Additionally, through acquisitions and licensing of complementary technologies, such as IP around LMNO cathode materials, we believe UTR can deliver complete battery solutions, for instance for the fast-growing EV market.
In terms of valuation, we believe VC-funded emerging battery technology companies provide a good gauge of valuations the market is willing to pay for promising companies, with toreDot being highly comparable to UTR.
UTR’s key challenge in the near to medium term will be to generate and subsequently convert industry interest in its TiO2 Nanotube anode materials. If and when successful, we believe there will be substantial upside to the company’s valuation.
Hence, we start our coverage of UTR with a BUY rating and a price target of A$ 0.09 per share.

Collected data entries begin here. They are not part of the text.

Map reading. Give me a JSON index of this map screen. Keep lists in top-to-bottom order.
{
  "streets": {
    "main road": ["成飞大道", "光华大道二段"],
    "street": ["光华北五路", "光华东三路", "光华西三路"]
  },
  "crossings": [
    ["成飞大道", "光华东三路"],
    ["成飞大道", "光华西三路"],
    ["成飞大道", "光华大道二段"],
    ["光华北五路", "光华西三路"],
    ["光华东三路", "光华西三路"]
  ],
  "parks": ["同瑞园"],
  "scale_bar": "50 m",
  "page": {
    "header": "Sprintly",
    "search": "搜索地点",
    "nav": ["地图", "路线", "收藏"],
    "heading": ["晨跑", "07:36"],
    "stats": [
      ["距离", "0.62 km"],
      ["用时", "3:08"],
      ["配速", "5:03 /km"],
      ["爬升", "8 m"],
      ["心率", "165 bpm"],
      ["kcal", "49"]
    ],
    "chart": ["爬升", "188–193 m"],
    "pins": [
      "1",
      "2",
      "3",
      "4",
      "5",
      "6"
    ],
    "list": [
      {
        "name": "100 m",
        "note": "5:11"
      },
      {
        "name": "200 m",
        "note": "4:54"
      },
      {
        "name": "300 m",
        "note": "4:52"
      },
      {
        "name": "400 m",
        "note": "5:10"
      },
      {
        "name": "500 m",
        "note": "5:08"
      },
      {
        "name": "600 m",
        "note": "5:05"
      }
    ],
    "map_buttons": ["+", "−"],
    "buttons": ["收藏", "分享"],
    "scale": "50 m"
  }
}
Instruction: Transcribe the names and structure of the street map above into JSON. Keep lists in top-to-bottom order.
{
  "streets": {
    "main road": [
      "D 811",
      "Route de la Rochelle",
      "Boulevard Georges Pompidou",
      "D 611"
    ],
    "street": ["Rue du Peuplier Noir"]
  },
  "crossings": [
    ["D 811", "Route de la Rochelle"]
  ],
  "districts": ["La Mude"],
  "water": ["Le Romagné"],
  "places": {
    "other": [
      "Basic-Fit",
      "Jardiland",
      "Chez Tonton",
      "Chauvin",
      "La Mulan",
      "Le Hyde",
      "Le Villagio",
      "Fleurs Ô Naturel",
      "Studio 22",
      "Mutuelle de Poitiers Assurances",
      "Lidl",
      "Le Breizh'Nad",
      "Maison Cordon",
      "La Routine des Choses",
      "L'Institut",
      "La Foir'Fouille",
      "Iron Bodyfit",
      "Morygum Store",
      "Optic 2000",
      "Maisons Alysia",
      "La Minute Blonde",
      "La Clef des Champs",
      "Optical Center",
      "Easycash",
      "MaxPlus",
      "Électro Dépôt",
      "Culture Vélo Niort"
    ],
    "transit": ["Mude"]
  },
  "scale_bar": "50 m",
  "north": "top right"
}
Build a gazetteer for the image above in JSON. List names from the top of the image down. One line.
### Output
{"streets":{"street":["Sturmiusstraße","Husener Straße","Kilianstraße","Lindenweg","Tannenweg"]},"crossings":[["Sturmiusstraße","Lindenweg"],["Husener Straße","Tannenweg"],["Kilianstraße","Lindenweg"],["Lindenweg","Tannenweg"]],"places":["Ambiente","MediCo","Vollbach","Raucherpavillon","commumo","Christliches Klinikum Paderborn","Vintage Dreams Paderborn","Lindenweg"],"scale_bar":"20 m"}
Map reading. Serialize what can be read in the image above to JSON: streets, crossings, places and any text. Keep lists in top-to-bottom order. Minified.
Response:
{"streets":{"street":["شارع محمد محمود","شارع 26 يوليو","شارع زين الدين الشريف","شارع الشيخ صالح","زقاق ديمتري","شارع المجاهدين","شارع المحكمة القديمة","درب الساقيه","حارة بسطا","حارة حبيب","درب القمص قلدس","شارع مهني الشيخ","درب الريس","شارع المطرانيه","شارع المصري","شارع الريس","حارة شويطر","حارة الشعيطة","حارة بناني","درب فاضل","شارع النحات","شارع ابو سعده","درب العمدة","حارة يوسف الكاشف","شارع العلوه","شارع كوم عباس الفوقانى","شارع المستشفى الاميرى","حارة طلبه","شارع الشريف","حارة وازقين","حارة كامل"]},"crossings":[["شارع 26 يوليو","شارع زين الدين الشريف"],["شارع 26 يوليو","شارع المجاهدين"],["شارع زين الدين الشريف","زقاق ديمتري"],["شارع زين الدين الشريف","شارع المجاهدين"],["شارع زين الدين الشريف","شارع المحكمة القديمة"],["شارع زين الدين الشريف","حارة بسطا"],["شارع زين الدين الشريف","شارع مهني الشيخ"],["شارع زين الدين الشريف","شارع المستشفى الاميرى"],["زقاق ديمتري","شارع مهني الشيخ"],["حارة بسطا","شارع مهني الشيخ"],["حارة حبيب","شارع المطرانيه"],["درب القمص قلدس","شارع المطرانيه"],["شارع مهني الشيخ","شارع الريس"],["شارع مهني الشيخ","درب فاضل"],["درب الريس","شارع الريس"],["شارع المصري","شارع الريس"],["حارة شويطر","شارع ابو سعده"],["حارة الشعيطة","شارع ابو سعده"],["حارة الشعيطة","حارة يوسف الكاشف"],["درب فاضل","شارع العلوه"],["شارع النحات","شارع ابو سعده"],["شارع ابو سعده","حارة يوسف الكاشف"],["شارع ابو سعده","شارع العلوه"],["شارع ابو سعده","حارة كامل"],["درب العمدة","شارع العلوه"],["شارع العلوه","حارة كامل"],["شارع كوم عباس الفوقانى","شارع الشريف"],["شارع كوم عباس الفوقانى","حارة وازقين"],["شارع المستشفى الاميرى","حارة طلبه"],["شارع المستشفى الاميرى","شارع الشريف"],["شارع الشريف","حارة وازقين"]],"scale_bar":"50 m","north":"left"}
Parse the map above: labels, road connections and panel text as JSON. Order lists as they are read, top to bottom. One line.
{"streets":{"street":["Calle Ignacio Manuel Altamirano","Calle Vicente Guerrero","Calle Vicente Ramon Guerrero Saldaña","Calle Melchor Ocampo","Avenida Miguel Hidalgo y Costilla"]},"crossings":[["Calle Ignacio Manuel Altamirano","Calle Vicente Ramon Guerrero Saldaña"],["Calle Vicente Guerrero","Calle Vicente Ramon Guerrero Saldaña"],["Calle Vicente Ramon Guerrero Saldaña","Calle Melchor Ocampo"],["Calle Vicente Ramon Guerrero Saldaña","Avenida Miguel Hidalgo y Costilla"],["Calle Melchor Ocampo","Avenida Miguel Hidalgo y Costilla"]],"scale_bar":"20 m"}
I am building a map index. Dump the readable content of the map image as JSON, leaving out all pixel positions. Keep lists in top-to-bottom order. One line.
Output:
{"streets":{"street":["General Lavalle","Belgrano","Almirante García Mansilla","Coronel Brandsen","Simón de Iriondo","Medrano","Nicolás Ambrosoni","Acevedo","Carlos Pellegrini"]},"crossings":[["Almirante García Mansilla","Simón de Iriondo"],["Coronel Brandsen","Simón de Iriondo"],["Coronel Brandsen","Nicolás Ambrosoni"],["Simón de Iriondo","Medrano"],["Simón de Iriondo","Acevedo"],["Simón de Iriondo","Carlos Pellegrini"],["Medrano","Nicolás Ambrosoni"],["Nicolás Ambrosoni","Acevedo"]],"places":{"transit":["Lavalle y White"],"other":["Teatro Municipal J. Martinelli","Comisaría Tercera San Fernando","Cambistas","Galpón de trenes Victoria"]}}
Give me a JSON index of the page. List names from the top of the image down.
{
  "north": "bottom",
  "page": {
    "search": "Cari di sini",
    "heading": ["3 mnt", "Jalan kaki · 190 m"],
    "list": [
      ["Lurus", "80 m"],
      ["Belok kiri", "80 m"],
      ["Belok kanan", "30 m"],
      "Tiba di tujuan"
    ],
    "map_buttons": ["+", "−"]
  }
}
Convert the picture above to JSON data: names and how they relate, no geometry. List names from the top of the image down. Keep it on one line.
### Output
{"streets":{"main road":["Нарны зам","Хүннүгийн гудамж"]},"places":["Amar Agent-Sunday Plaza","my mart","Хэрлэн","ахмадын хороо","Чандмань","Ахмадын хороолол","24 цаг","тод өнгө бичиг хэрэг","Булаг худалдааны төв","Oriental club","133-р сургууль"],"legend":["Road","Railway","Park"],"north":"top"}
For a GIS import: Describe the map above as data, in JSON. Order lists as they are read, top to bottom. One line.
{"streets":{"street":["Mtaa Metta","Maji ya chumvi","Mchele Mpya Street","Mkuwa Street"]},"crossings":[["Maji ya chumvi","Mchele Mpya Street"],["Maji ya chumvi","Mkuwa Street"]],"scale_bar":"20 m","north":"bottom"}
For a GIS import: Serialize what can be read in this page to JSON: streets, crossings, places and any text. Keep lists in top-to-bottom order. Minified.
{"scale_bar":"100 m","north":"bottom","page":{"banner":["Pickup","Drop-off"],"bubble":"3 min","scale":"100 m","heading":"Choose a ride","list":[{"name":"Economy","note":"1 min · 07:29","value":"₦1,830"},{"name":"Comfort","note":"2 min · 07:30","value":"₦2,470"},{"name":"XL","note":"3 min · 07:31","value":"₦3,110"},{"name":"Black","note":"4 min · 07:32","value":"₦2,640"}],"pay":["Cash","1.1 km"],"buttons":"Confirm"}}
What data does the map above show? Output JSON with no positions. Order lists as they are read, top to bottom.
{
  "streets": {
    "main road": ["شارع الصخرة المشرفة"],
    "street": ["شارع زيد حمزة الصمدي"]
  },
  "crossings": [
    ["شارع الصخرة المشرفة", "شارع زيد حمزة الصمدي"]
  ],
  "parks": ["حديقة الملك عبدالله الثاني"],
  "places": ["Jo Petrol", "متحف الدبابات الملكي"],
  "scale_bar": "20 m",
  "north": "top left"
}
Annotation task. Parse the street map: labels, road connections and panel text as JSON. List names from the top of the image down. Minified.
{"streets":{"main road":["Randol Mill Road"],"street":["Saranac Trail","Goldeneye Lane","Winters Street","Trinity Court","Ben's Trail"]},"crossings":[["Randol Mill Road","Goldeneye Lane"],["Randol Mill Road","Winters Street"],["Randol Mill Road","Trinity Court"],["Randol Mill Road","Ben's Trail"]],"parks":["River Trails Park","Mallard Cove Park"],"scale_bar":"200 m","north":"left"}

Near term share price drivers:
- MOU’s and /or commercial IP deals with suppliers to the Lithium-ion battery industry as well as to battery manufacturers directly will support the business case.
- The production scale-up of TiO2 nanotube test materials will enable UTR to have more prospects test the technology, which would expedite the commercial roll out. We expect news flow around volume scale-up in the next several months.
- A joint venture agreement with one of the large TiO2 manufacturers, to potentially start joint nanotube manufacturing, is actively being pursued by UTR.